Em meu escritório, com paletó e gravata, sentado à mesa de trabalho, relembro a reação daqueles imundos enquanto entrevisto seriamente este nobre rapaz que está à minha frente e insiste que eu leia seu currículo, que deposito com cuidado na lata de lixo, com toda a calma do mundo para que ele veja a mensagem nos meus olhos: para entrar na empresa ele precisará passar por alguns testes, alguns que criei para dificultar um pouco a vida de jovens novatos como ele. Digo a ele que hoje já dormi demais, já enfrentei dragões demais e agora busco apenas um pouco de sossego. Não deixo que ele perceba que meu pé está preso embaixo da mesa, como se estivesse colado no carpet. Apenas este pequeno detalhe para que eu não me esqueça de minha condição, de minha missão. O rapaz titubeia nas respostas e cai ferido aos meus pés. Tento a manobra de ressuscitamento cardio-pulmonar por alguns minutos, mas não tenho sucesso. Pego o desfibrilador e aplico milhares de volts em sua cabeça, mas também não consigo resultado. Subo a plataforma até os céus, onde os raios da tempestade poderão trazer novamente a vida à carne antes inerte. A turba continua tentando derrubar as portas de meu castelo e então eu fujo para baixo da terra, onde estarei à beira do Poço de Lazarus rodeado pelos morlocks, minha única saída, caso eu conseguisse mover meu pé direito, que de repente se solta e me faz sapatear como louco e juntos nós damos a volta ao mundo, dançando e cativando todos por onde passamos. Décadas e mais décadas de apresentações de sucesso, sempre bebendo e fumando além da conta, até que todos os meus órgãos internos não aceitam mais aquele tratamento imundo e me jogam para a rua, para o esgoto que é meu lugar, que desemboca no oceano quentinho. Flutuamos juntos por mais algumas décadas, sempre olhando para o sol e as estrelas, que correm tão rápido no céu, e nem ao menos torram ou congelam minha carcaça. Pego todas as correntes marítimas possíveis e depois de tantos milênios, nem sei mais como me comportar corretamente em uma ocasião social. Se eu escalar a pilha de caixas, não poderei ver com clareza a chaminé da minha casinha de campo. Não poderei cozinhar ou me banhar em paz.

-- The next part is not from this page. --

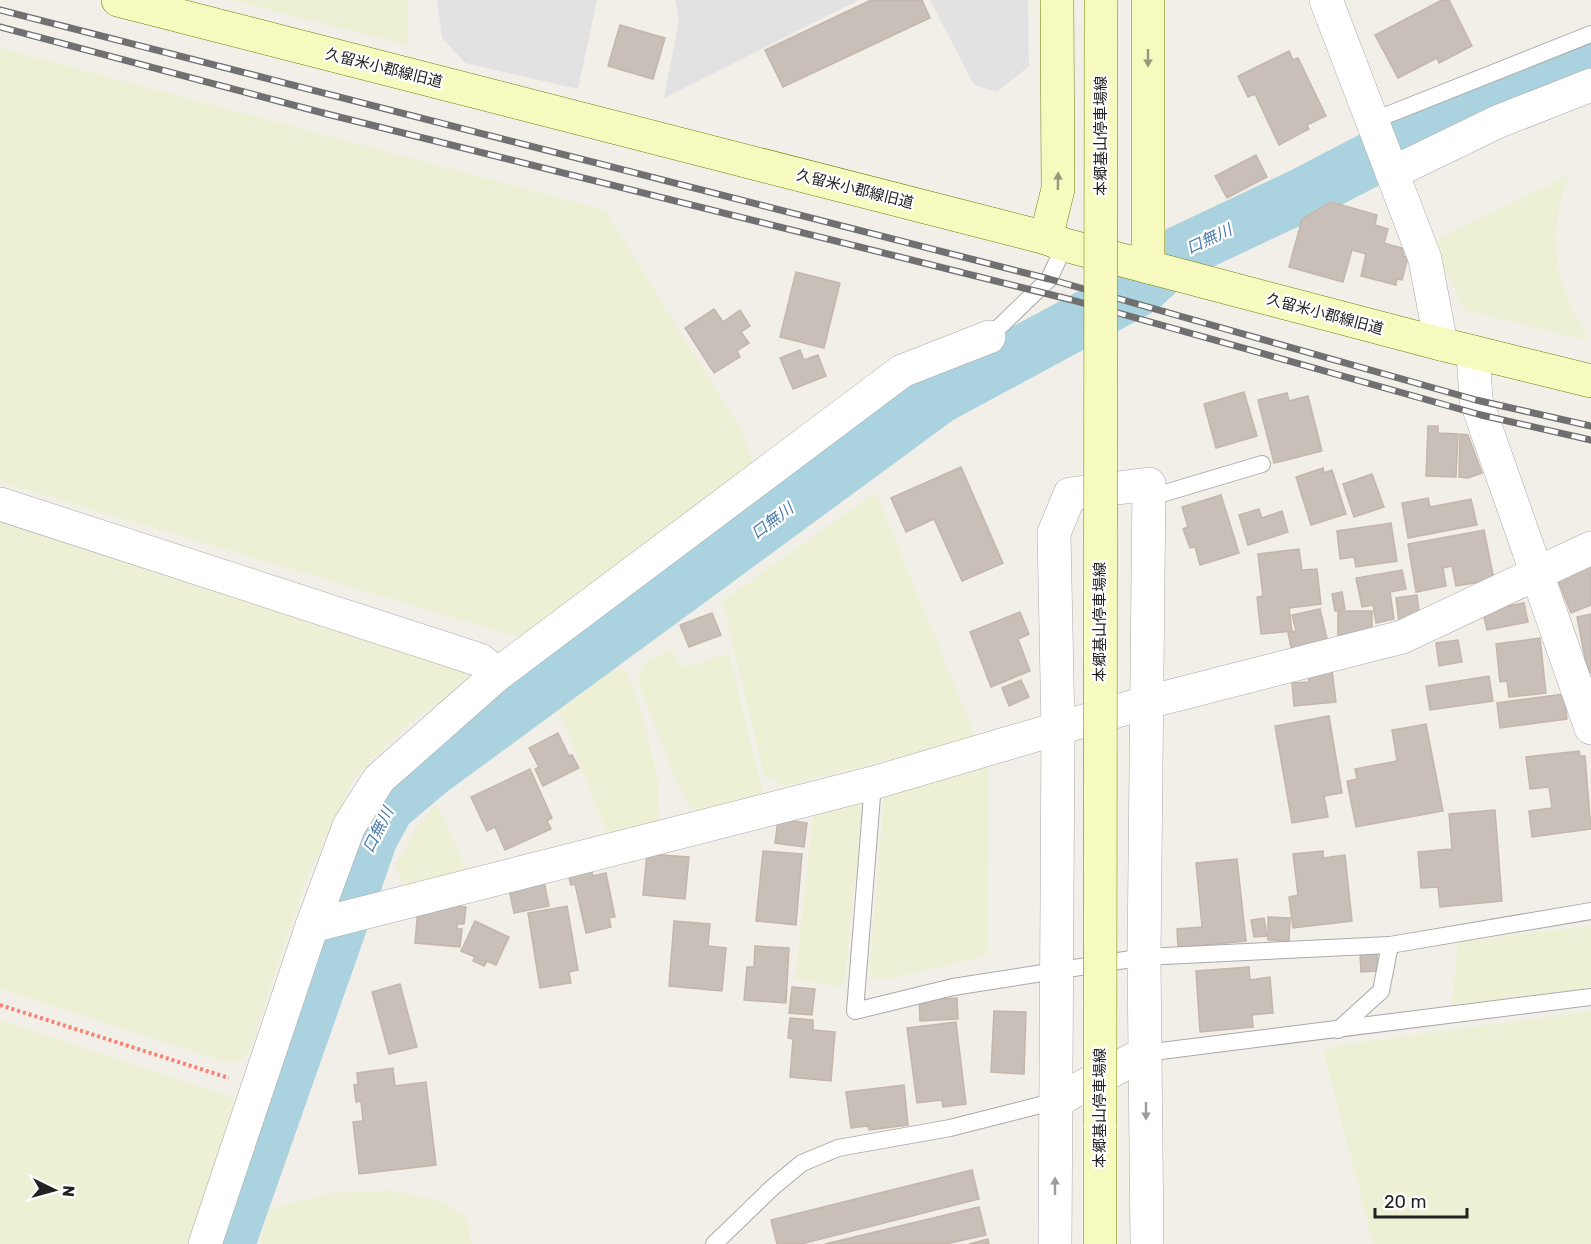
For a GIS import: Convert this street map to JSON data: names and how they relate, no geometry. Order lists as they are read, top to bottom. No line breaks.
{"streets":{"main road":["久留米小郡線旧道","本郷基山停車場線"]},"water":["口無川"],"scale_bar":"20 m","north":"right"}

Na praia, fui acordado pelas lambidas na cara de um cão com dois rabos. Quando um dos rabos abanava o cão estava feliz, quando nenhum dos rabos abanava o cão tinha fome, mas quando os dois rabos abanavam, uma catástrofe ocorria. Era meu cão e apenas eu sabia de sua capacidade, não é verdade Rex? Lembra de quando comeu meus dois amigos, depois que se mataram mutuamente naquela noite da autópsia? Rex abana os dois rabos em resposta e eu sinto uma pontada em meu coração, chega minha hora. Deito em seu colo e peço desculpas por tê-lo abandonado durante todos estes anos. Você me perdoa Rex? Poderia me contar uma estória para que eu possa dormir em paz?